**What is expected**. Show every line from the entries that follow which holds the word "bottom".

#### Supplied information ####

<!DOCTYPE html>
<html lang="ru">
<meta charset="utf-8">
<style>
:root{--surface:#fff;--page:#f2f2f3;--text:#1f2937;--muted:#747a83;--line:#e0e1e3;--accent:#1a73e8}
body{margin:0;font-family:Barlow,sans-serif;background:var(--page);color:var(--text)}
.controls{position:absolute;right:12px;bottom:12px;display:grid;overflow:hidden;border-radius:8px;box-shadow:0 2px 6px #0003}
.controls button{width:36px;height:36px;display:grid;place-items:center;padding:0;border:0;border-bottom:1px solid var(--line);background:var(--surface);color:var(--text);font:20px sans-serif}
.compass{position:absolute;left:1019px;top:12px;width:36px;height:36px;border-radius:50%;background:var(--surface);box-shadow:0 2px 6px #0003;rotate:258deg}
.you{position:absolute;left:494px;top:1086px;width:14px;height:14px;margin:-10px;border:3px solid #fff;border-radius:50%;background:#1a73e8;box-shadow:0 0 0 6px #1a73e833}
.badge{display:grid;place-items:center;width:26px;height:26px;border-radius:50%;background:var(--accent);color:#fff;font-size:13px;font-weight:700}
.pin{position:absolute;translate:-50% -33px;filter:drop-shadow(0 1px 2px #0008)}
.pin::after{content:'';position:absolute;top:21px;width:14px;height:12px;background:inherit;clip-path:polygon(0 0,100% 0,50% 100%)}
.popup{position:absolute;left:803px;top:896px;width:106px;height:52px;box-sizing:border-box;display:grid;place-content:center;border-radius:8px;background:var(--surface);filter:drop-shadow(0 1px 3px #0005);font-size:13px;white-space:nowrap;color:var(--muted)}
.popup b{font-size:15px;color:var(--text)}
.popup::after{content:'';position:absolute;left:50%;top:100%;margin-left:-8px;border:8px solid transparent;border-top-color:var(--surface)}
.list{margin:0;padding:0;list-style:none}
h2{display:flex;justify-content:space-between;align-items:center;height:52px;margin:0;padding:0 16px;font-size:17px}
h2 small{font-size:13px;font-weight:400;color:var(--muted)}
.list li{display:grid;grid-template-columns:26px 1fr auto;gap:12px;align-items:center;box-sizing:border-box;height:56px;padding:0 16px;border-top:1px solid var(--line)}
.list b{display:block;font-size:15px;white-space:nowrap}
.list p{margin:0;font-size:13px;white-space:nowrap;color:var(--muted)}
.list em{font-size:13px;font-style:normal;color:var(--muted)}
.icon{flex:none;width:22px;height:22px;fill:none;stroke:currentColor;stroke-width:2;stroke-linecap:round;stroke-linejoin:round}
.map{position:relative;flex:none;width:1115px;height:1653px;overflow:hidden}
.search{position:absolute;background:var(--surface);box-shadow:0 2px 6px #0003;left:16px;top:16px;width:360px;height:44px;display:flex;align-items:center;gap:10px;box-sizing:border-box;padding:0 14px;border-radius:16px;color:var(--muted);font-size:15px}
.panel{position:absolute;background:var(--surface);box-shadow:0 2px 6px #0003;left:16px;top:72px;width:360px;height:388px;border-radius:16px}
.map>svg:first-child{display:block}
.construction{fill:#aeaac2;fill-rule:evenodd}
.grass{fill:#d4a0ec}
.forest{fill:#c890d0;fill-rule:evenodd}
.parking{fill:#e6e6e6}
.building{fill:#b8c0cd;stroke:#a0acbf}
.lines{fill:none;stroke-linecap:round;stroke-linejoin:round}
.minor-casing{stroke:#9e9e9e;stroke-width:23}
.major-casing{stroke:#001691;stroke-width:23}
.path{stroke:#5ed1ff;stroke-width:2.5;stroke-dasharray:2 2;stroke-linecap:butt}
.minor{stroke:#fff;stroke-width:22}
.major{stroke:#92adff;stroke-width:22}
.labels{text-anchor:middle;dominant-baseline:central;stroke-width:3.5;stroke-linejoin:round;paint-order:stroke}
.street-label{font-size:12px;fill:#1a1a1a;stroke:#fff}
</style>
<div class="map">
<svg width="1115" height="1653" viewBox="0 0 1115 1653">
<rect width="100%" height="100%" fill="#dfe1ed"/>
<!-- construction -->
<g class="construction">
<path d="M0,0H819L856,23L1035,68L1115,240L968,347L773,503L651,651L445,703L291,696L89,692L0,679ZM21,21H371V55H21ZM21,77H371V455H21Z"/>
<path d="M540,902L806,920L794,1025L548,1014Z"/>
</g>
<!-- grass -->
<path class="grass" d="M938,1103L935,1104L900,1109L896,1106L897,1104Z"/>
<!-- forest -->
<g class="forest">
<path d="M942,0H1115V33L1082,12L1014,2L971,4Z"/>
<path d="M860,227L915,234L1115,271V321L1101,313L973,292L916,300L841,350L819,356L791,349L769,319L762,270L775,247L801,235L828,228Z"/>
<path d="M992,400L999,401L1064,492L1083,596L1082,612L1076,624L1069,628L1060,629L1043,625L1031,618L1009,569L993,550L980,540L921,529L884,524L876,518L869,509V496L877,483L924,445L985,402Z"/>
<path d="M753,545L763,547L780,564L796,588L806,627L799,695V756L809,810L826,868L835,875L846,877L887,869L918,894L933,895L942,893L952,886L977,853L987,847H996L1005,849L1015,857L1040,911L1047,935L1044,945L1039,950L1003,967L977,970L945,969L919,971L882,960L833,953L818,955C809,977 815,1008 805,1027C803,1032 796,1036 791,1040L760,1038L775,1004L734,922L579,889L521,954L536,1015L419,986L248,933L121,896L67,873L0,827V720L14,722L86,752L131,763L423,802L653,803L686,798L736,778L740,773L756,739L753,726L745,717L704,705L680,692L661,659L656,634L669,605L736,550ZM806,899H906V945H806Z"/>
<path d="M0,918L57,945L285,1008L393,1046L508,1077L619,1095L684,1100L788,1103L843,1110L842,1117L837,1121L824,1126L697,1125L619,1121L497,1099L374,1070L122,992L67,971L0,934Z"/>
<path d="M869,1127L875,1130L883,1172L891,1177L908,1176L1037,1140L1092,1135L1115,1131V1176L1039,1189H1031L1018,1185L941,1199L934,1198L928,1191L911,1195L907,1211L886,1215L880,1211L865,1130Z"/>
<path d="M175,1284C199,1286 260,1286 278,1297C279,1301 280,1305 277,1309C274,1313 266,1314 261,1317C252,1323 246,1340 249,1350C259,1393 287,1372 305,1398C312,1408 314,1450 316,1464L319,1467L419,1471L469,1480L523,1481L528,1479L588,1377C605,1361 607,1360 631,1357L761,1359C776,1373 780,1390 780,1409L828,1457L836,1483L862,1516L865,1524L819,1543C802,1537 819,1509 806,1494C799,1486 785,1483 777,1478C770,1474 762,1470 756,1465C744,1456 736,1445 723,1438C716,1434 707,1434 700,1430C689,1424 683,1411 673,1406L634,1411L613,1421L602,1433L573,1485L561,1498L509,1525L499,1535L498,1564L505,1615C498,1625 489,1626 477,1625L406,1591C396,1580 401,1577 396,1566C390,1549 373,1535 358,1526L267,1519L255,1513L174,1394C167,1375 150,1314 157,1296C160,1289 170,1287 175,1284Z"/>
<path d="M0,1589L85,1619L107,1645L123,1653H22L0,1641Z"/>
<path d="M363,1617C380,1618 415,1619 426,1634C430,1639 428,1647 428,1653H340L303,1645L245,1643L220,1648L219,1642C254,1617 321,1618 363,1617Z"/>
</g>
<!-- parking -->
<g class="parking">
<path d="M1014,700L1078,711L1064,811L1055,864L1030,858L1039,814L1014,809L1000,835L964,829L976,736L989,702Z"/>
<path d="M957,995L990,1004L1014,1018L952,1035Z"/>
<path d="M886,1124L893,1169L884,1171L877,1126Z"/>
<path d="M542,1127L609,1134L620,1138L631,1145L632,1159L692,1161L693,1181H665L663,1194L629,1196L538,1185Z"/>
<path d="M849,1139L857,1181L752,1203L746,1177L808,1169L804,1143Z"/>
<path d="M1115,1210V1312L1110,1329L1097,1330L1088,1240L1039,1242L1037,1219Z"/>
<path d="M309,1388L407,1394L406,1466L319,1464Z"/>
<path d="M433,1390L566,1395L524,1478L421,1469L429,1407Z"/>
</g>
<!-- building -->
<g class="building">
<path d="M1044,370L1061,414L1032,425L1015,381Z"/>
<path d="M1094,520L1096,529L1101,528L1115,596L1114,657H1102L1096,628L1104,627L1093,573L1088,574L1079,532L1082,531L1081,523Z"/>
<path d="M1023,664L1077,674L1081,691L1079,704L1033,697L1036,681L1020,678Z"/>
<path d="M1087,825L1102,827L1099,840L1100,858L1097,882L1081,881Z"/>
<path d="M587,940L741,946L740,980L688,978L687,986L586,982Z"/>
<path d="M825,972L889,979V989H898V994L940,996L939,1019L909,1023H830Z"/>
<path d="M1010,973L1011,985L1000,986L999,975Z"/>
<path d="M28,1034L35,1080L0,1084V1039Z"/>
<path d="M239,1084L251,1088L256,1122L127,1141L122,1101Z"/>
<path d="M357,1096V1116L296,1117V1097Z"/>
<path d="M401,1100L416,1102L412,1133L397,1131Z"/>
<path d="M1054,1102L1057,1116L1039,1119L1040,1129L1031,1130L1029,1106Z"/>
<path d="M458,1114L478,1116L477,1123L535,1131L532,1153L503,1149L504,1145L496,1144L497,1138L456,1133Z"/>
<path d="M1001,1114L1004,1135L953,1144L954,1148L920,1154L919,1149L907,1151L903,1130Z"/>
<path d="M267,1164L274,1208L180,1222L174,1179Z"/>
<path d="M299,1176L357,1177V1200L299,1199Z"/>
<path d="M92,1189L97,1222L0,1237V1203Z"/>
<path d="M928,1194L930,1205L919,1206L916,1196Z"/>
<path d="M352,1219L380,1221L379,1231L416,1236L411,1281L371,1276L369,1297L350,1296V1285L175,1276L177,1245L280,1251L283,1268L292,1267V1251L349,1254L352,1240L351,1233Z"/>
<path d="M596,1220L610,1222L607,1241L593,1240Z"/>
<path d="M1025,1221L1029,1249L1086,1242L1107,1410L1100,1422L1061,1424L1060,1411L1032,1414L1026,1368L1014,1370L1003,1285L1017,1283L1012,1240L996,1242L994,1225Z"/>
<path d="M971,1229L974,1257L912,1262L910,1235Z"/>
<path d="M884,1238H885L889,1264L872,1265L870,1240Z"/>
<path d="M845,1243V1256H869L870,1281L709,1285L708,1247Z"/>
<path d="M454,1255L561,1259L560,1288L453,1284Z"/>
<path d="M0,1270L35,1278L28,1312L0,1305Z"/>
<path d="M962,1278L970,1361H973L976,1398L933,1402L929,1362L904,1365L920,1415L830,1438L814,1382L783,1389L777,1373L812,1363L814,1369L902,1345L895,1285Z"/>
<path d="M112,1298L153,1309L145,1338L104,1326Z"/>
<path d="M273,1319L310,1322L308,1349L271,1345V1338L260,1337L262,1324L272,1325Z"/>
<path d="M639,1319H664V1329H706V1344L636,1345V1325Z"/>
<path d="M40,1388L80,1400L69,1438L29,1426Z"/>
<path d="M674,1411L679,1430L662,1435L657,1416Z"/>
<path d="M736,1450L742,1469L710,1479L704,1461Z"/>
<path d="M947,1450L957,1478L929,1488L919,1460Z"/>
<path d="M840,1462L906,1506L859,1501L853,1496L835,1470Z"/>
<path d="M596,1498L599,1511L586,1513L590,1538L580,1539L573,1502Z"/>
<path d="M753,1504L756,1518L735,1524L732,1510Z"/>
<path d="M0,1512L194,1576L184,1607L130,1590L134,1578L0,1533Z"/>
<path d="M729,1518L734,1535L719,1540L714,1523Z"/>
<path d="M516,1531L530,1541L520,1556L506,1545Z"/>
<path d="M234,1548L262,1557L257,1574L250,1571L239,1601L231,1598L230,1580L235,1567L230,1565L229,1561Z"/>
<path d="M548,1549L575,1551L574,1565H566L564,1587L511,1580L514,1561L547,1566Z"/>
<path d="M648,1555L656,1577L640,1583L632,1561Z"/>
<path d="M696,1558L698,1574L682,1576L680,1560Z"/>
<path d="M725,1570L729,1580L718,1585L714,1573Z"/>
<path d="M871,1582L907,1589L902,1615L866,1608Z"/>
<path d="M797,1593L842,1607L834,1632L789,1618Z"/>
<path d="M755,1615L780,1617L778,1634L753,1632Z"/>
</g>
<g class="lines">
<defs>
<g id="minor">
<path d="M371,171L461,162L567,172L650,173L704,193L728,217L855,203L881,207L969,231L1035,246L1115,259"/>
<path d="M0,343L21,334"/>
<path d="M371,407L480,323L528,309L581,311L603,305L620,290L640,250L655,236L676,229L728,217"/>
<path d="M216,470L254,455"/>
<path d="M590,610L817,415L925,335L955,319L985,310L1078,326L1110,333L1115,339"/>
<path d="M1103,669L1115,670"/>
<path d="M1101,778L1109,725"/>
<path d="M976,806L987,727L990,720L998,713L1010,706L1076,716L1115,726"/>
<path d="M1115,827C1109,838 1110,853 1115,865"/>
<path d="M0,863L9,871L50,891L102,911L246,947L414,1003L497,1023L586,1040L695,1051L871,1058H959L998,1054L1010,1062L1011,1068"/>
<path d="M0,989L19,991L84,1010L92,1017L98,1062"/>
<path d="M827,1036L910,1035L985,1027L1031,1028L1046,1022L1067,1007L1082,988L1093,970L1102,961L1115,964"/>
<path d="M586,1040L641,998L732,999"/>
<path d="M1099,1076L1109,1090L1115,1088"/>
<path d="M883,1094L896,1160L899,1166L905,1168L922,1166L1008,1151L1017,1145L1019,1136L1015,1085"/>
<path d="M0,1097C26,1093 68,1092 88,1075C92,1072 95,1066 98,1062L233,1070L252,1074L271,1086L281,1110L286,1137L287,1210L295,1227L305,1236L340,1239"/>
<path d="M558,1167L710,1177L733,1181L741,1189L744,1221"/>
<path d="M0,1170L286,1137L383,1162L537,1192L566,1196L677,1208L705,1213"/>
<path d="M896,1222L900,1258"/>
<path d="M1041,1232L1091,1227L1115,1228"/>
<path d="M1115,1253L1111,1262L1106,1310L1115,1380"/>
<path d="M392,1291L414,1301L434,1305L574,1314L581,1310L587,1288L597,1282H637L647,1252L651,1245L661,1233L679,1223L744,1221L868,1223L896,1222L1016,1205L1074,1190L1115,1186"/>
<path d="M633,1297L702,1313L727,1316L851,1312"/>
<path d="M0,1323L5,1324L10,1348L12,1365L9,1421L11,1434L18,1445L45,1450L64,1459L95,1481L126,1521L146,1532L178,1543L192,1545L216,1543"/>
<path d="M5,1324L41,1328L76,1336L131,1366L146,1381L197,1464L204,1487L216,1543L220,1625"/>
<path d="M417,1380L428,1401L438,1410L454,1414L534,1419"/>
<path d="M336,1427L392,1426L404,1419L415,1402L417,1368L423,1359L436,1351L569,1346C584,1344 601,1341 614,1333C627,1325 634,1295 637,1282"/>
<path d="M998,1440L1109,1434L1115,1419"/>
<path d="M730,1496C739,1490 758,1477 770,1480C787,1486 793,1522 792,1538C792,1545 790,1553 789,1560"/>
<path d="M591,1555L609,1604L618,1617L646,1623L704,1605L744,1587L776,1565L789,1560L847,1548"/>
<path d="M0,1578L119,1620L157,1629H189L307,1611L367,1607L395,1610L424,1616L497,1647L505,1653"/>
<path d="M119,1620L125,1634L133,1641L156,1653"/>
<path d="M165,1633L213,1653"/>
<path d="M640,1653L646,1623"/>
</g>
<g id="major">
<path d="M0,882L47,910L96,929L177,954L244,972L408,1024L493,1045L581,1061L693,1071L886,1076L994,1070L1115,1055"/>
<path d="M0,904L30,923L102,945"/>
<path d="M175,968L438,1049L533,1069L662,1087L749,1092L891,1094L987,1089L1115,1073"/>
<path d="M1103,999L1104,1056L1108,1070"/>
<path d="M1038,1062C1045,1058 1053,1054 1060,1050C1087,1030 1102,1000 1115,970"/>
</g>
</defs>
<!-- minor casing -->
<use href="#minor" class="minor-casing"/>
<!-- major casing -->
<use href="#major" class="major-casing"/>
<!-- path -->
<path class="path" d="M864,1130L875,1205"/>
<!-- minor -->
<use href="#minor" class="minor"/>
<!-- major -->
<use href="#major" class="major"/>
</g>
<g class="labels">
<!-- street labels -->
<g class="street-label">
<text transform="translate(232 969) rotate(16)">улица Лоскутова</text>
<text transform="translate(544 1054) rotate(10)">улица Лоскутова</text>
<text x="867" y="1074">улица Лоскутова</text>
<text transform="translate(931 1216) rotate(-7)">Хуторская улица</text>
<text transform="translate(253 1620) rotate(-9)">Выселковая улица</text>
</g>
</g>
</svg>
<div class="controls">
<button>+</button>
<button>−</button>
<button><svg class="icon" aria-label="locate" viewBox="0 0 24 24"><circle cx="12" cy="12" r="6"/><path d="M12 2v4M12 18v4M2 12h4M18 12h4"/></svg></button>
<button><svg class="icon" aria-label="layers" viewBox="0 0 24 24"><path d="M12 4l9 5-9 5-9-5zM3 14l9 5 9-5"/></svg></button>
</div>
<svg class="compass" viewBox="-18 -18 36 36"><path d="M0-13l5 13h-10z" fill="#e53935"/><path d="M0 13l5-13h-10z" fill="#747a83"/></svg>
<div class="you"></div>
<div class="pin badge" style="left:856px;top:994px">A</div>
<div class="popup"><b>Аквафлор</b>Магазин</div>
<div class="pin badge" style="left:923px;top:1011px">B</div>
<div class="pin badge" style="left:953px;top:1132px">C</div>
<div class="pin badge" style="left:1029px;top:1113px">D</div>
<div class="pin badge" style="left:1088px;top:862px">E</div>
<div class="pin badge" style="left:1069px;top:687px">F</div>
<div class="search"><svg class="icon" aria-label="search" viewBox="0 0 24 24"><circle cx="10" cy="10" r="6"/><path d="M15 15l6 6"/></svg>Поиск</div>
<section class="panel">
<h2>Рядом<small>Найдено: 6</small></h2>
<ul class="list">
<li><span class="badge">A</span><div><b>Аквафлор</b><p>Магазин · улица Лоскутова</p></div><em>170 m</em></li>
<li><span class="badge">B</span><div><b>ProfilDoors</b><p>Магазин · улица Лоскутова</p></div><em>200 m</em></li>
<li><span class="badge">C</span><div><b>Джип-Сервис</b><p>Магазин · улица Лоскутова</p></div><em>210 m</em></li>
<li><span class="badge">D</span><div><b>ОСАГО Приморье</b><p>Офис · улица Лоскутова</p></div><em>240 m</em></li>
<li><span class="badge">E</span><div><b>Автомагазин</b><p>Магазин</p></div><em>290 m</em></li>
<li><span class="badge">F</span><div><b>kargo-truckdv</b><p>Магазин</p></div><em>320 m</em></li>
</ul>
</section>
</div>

####

**Solution**.
.controls{position:absolute;right:12px;bottom:12px;display:grid;overflow:hidden;border-radius:8px;box-shadow:0 2px 6px #0003}
.controls button{width:36px;height:36px;display:grid;place-items:center;padding:0;border:0;border-bottom:1px solid var(--line);background:var(--surface);color:var(--text);font:20px sans-serif}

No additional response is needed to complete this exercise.